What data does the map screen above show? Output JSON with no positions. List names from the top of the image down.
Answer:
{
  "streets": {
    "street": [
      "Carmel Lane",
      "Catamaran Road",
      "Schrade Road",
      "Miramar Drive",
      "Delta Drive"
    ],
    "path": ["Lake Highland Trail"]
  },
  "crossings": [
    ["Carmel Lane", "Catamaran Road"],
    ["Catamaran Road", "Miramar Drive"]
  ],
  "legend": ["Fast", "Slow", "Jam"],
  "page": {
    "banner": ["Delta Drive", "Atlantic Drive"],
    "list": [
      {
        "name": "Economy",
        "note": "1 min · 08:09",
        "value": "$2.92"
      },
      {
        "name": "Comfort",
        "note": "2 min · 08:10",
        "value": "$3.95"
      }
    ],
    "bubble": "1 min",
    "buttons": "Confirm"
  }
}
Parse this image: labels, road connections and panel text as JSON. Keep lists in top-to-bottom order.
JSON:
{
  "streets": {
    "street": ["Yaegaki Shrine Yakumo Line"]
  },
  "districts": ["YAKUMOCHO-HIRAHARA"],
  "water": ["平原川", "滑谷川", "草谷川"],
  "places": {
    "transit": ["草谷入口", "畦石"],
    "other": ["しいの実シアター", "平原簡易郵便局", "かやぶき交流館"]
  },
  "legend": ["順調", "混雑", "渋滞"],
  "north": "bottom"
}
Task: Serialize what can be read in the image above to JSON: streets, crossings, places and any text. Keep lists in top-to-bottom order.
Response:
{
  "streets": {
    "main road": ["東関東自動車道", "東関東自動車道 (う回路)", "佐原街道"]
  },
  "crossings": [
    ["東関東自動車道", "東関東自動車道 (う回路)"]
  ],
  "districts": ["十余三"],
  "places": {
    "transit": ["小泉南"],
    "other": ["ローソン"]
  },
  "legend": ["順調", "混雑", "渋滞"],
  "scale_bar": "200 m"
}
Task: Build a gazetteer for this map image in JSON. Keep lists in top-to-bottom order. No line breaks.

= YOUR ASSIGNMENT =
Filter the records for lines holding the string "this". Copy each one.

= YOUR RESPONSE =
Parse this image: labels, road connections and panel text as JSON. Keep lists in top-to-bottom order.
Task: Build a gazetteer for this map image in JSON. Keep lists in top-to-bottom order. No line breaks.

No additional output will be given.